• Your assignment
Check the material that follows and say how many lines include the string "data", giving the number alone.

• Source information
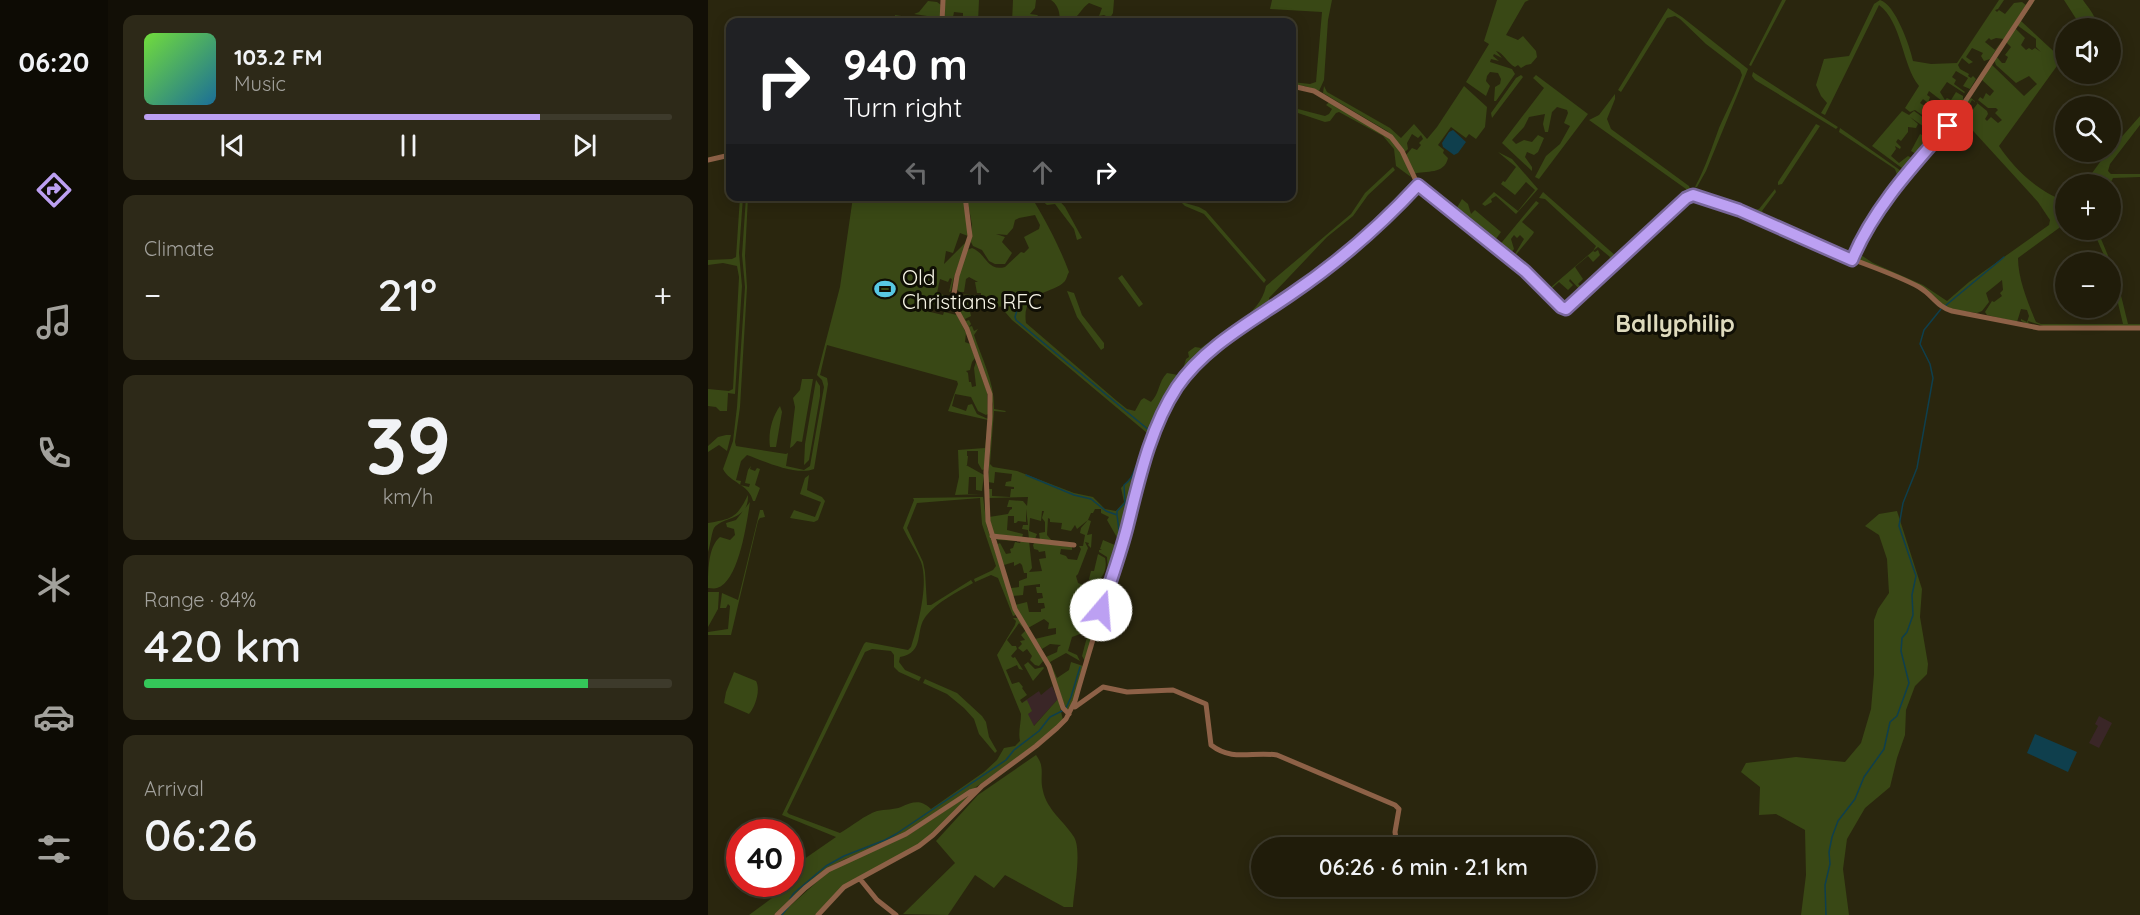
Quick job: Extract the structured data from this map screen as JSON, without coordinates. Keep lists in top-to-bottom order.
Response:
{
  "districts": ["Ballyphilip"],
  "places": {
    "sports": ["Old Christians RFC"]
  },
  "page": {
    "tabs": "06:20",
    "map_buttons": ["+", "−"],
    "turn": ["940 m", "Turn right"],
    "song": ["103.2 FM", "Music"],
    "tile": [
      "Climate",
      ["39", "km/h"],
      ["Range · 84%", "420 km"],
      ["Arrival", "06:26"]
    ],
    "heat": ["−", "21°", "+"],
    "limit": "40",
    "trip": "06:26 · 6 min · 2.1 km"
  }
}
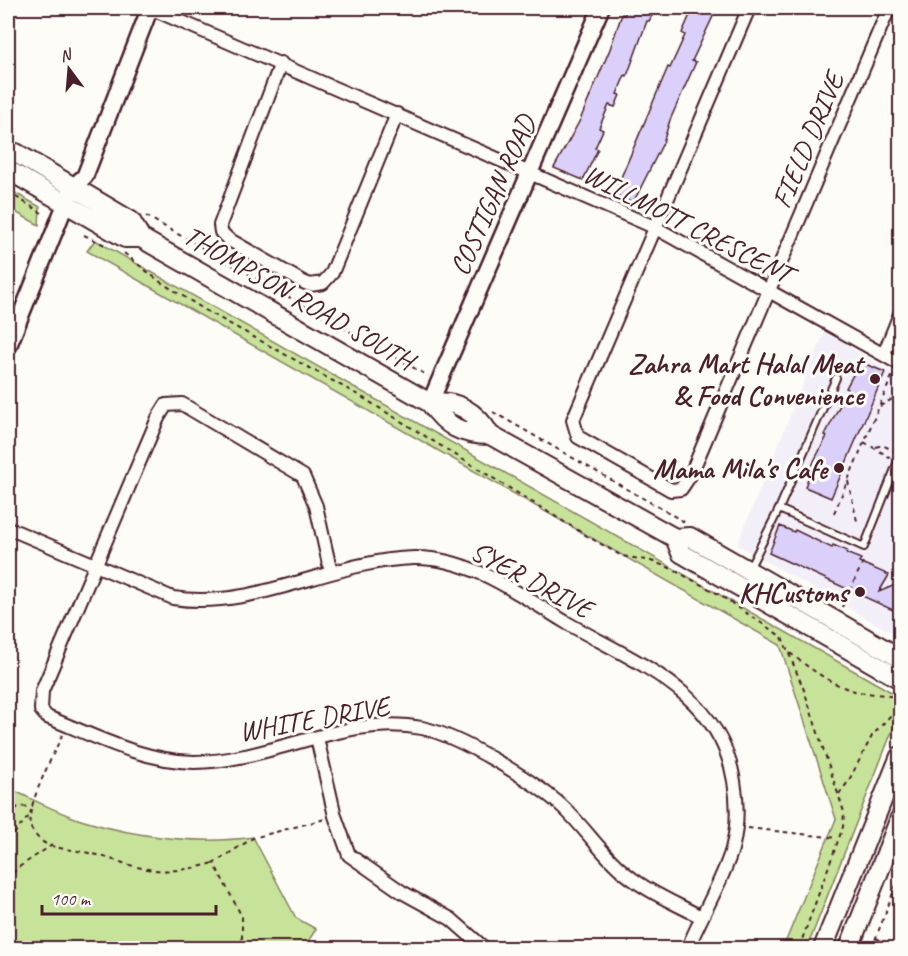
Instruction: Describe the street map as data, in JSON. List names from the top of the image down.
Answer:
{
  "streets": {
    "main road": ["THOMPSON ROAD SOUTH"],
    "street": [
      "FIELD DRIVE",
      "COSTIGAN ROAD",
      "WILLMOTT CRESCENT",
      "SYER DRIVE",
      "WHITE DRIVE"
    ]
  },
  "crossings": [
    ["FIELD DRIVE", "WILLMOTT CRESCENT"],
    ["COSTIGAN ROAD", "WILLMOTT CRESCENT"],
    ["COSTIGAN ROAD", "THOMPSON ROAD SOUTH"],
    ["SYER DRIVE", "WHITE DRIVE"]
  ],
  "places": ["Zahra Mart Halal Meat & Food Convenience", "Mama Mila's Cafe", "KHCustoms"],
  "scale_bar": "100 m",
  "north": "top"
}
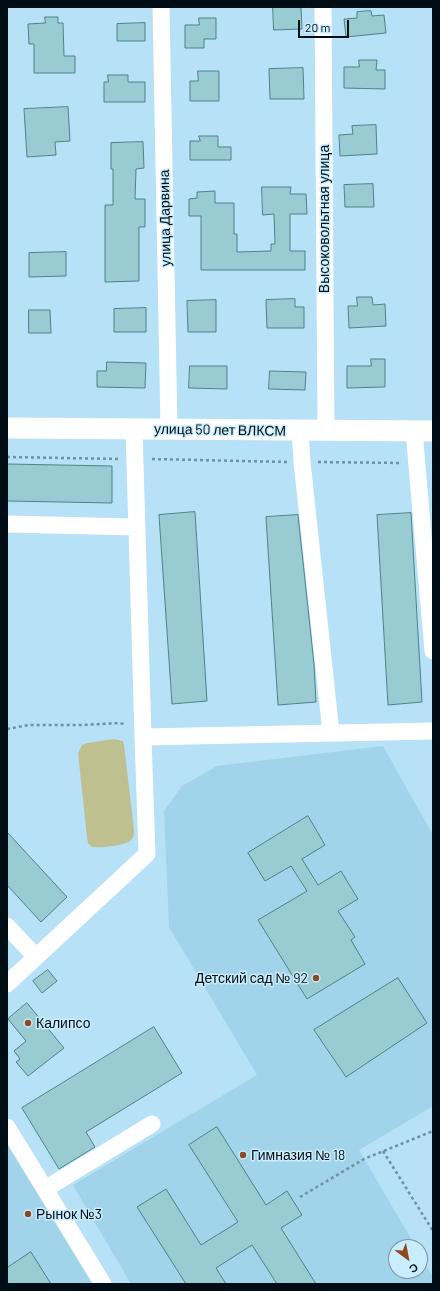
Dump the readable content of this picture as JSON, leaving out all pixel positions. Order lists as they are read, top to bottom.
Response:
{
  "streets": {
    "main road": ["улица 50 лет ВЛКСМ"],
    "street": ["улица Дарвина", "Высоковольтная улица"]
  },
  "crossings": [
    ["улица Дарвина", "улица 50 лет ВЛКСМ"],
    ["Высоковольтная улица", "улица 50 лет ВЛКСМ"]
  ],
  "places": [
    "Детский сад № 92",
    "Калипсо",
    "Гимназия № 18",
    "Рынок №3"
  ],
  "scale_bar": "20 m",
  "north": "bottom right"
}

• Solution
2